The problem is the following:
I have db/seed.rb full of initial data.
One of migrations depends on data this seed provides.
I'm trying to deploy my app from empty db.
Result is:
RAILS_ENV=production rake db:migrate - fails due to lack of initial data
RAILS_ENV=production rake db:seed - fails due to pending migrations
I wanted to somehow tell rake to ignore pending migrations, but unable to do it so far.
UPDATE (due to additional experience)
Sometimes migrations and model code goes out of sync, so migrations are not being run.
To avoid this problem recently used redefining of model in migrations:
# reset all callbacks, hooks, etc for this model
class MyAwesomeModel < ActiveRecord::Base
end
class DoSomethingCool < ActiveRecord::Migration
def change
...
end
end
I am not very sure if this will help you. But I was looking for something and found this question. So it looks like this might help:
In RAILS_ROOT/config/environments/development.rb
Set the following setting to false:
# NOTE: original version is `:page_load`
config.active_record.migration_error = false
In my situation it now does not show the pending migration error anymore. Should work for rake tasks and console for the same environment as well.
Source in rails/rails
Rename the migration dependent on the data from:
20140730091353_migration_name.rb
to
.20140730091353_migration_name.rb
(add a dot at the start of the filename)
Then run rake db:seed (it will no longer complain on the pending migrations) and then rename back the migration.
If you have more migrations following after, you have to rename all of them or just move it temporary away.
Rails stores migration information in a table called schema_migrations.
You can add the version from your migration into that table to skip a specific migration.
The version is the number string which comes before the description in the file name.
[version]_Create_Awesome.rb
I had a similar issue. I commented out the add_column lines and ran the rake db:migrate commands and then removed the comment when I will need it for the testing or production environment.
There is no way unless you monkey patch the Rails code. I strongly advise you to fix your migrations instead.
A migration should not depend on the existence of some data in the database. It can depend on a previous migration, but of course absolutely not on the data on the db.
If you came across the "pending migrations" issue when trying to seed your data from within a running Rails application, you can simply call this directly which avoids the abort_if_pending_migrations check:
ActiveRecord::Tasks::DatabaseTasks.load_seed
See where seeds are actually called from within ActiveRecord:
https://github.com/rails/rails/blob/v6.0.3.2/activerecord/lib/active_record/railties/databases.rake#L331
and see the DatabaseTasks docs:
https://apidock.com/rails/v6.0.0/ActiveRecord/Tasks/DatabaseTasks
https://apidock.com/rails/v6.0.0/ActiveRecord/Tasks/DatabaseTasks/load_seed
Related
I have a question regarding my migrations in rails.
Normally when i want to add a colum to a model for i dont make extra migrations but instead i perform this steps:
rake db:rollback
next i change the migration file in db/migrations and rerune:
rake db:migrate
The biggest problem is that when i do this i loose my data.
Previous i wrote migrations from the command line with for example
rake g migration Add_Column_House_to_Users house:string
The problem with this approach is that my db/migrations folder afterwards get very large and not very clear!

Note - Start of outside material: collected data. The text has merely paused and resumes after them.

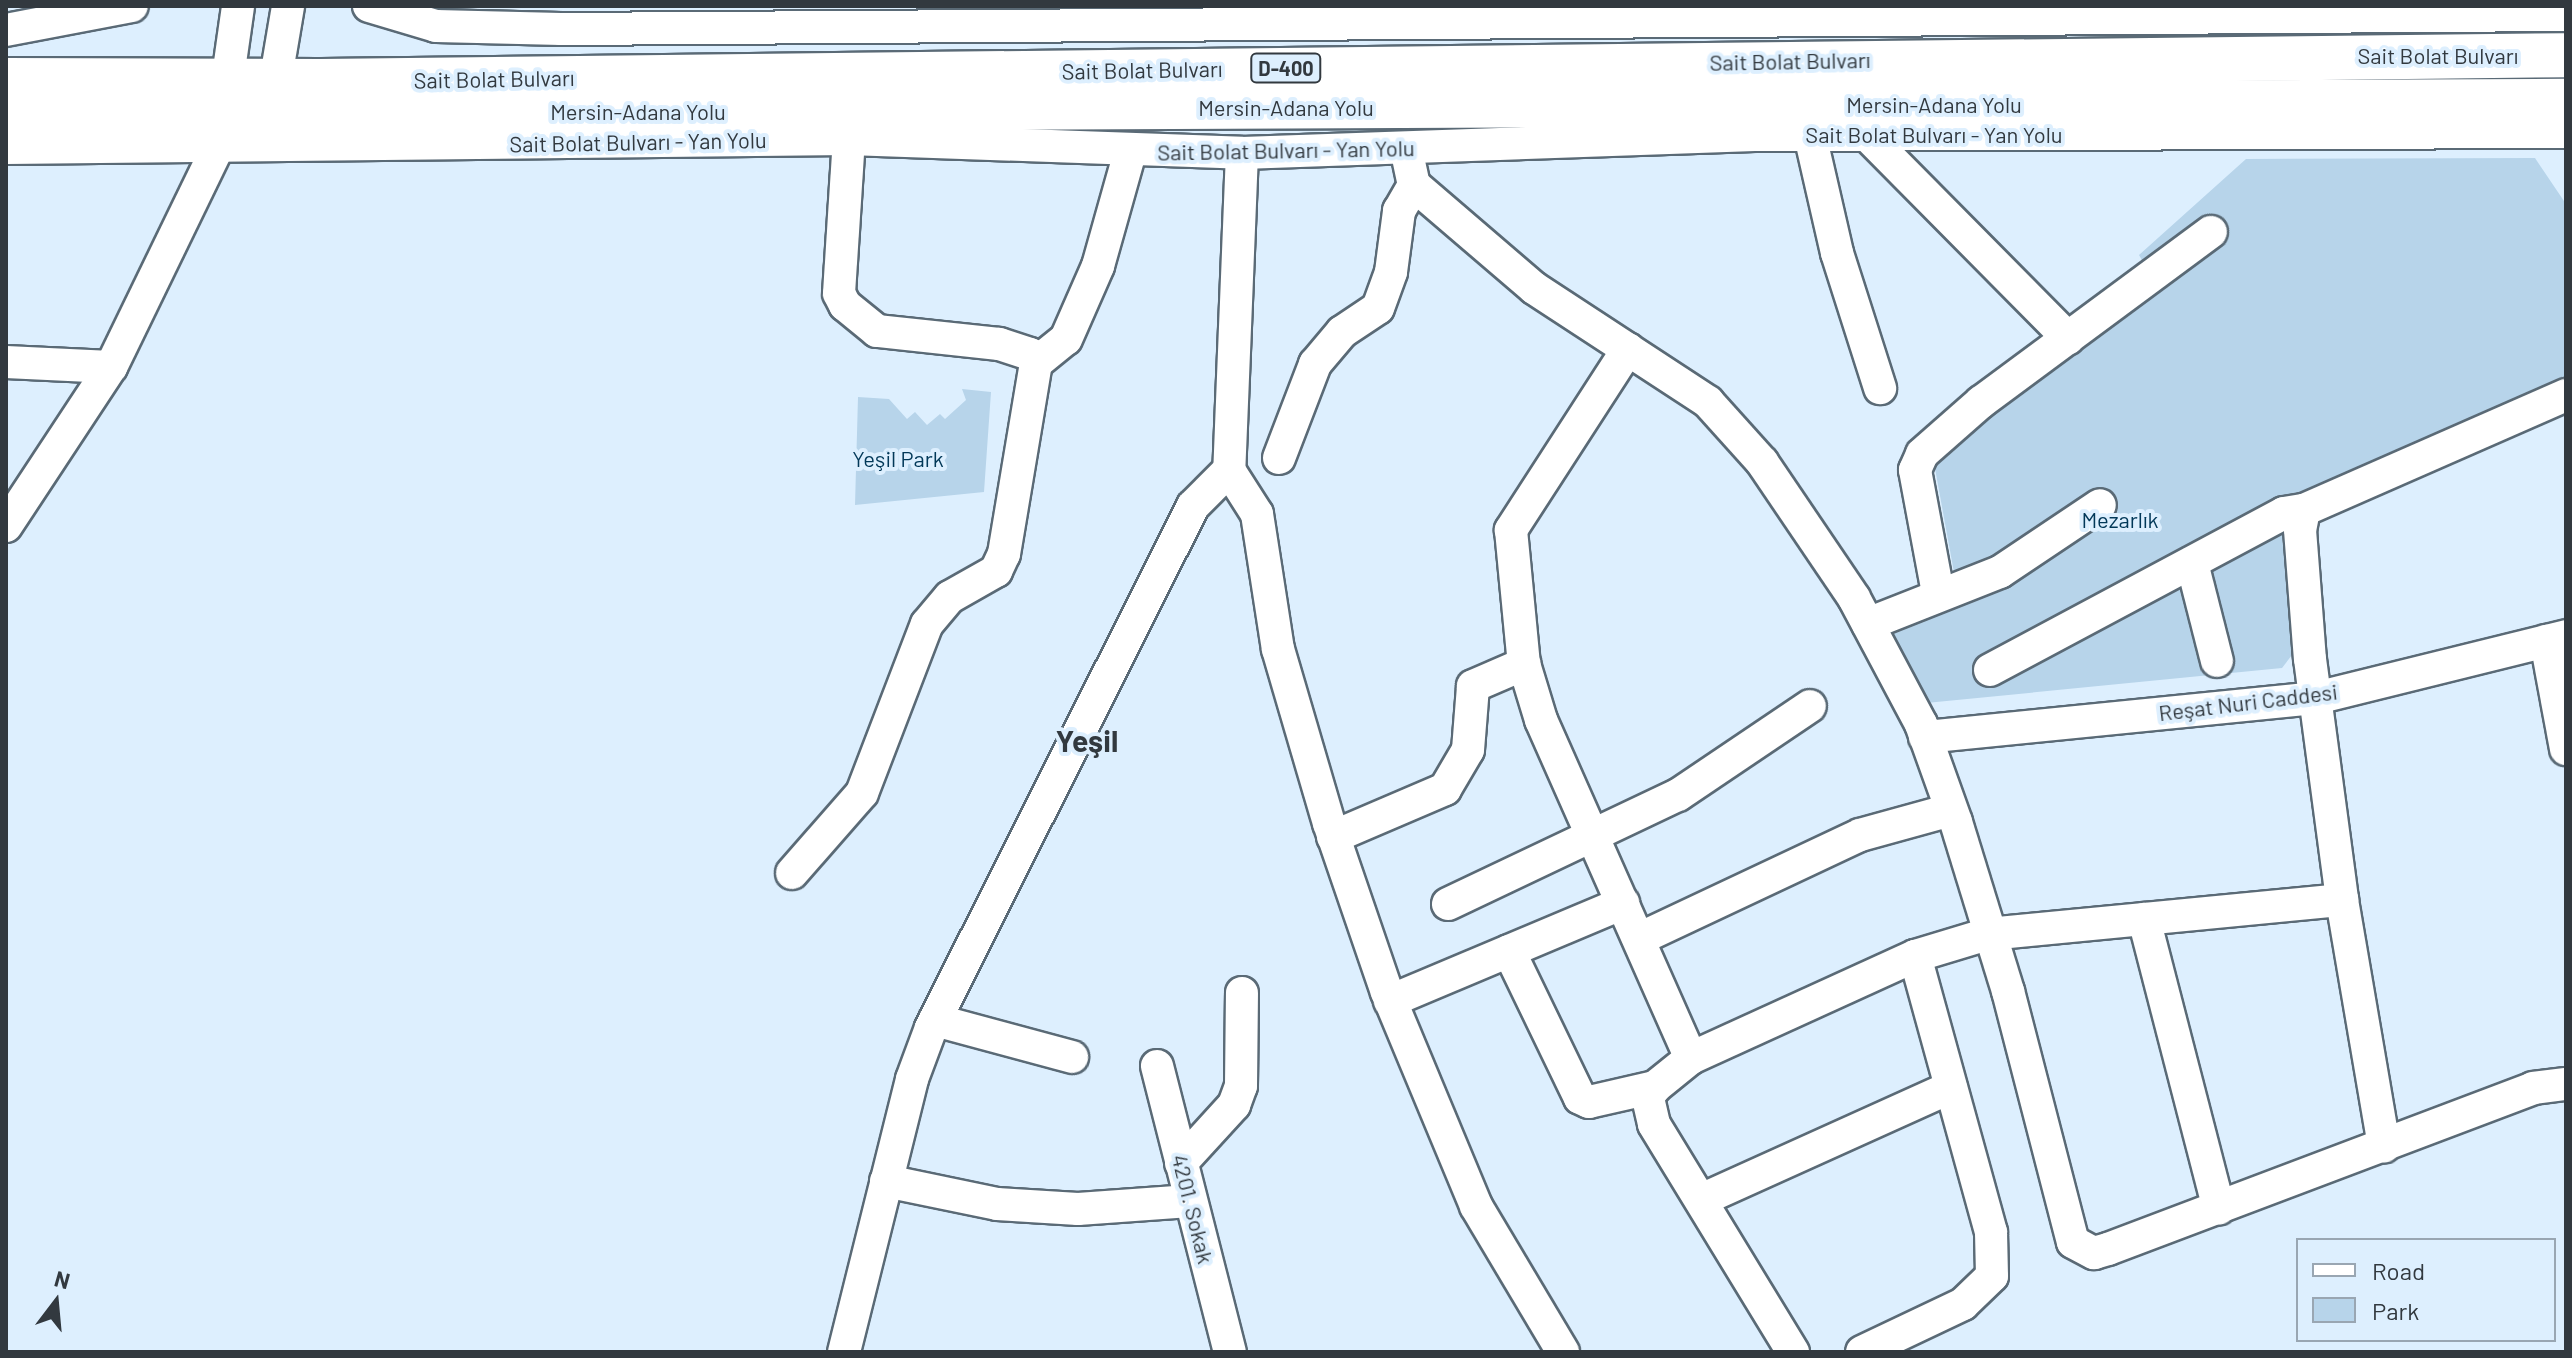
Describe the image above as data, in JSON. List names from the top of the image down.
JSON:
{
  "streets": {
    "highway": ["Sait Bolat Bulvarı", "D-400", "Mersin-Adana Yolu"],
    "street": ["Sait Bolat Bulvarı - Yan Yolu", "Reşat Nuri Caddesi", "4201. Sokak"]
  },
  "crossings": [
    ["Sait Bolat Bulvarı", "Mersin-Adana Yolu"],
    ["Sait Bolat Bulvarı", "Sait Bolat Bulvarı - Yan Yolu"],
    ["D-400", "Mersin-Adana Yolu"],
    ["Mersin-Adana Yolu", "Sait Bolat Bulvarı - Yan Yolu"]
  ],
  "districts": ["Yeşil"],
  "parks": ["Yeşil Park", "Mezarlık"],
  "legend": ["Road", "Park"],
  "north": "top"
}
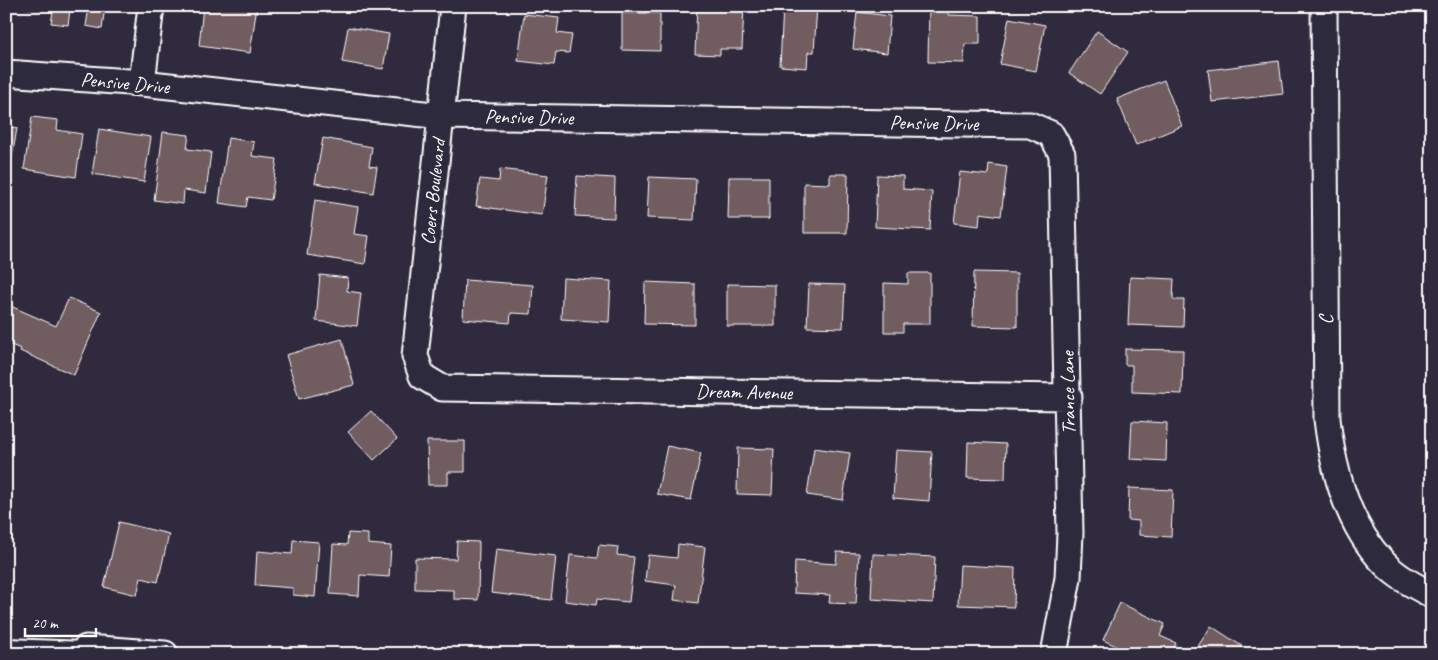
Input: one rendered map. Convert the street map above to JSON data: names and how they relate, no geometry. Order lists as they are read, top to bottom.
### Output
{
  "streets": {
    "street": [
      "Pensive Drive",
      "Coers Boulevard",
      "C",
      "Dream Avenue",
      "Trance Lane"
    ]
  },
  "crossings": [
    ["Pensive Drive", "Coers Boulevard"],
    ["Pensive Drive", "Trance Lane"],
    ["Coers Boulevard", "Dream Avenue"],
    ["Dream Avenue", "Trance Lane"]
  ],
  "scale_bar": "20 m"
}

I mean at the end i dont know wich variables the object has! Im not an expert in rails and would like to ask you how to keep the overview over the migrations!Thanks
Just a minor thought - I just use the file db/migrate/schema.rb to determine whats in the database as opposed to tracking through the migrations
You definitely shouldn't use db:rollback with a table with existing data.
I have a few production RonR apps with a ton of data and there are 100+ entries in the migrations table and adding new migrations to tweak tables is the rails way to do things. Not sure what you mean by lucid, but your schema and data model are going to change over time and that is ok and expected.
One tip. The migrations are great, but they are just the beginning, you can include complex logic as needed to fix your existing data (like so)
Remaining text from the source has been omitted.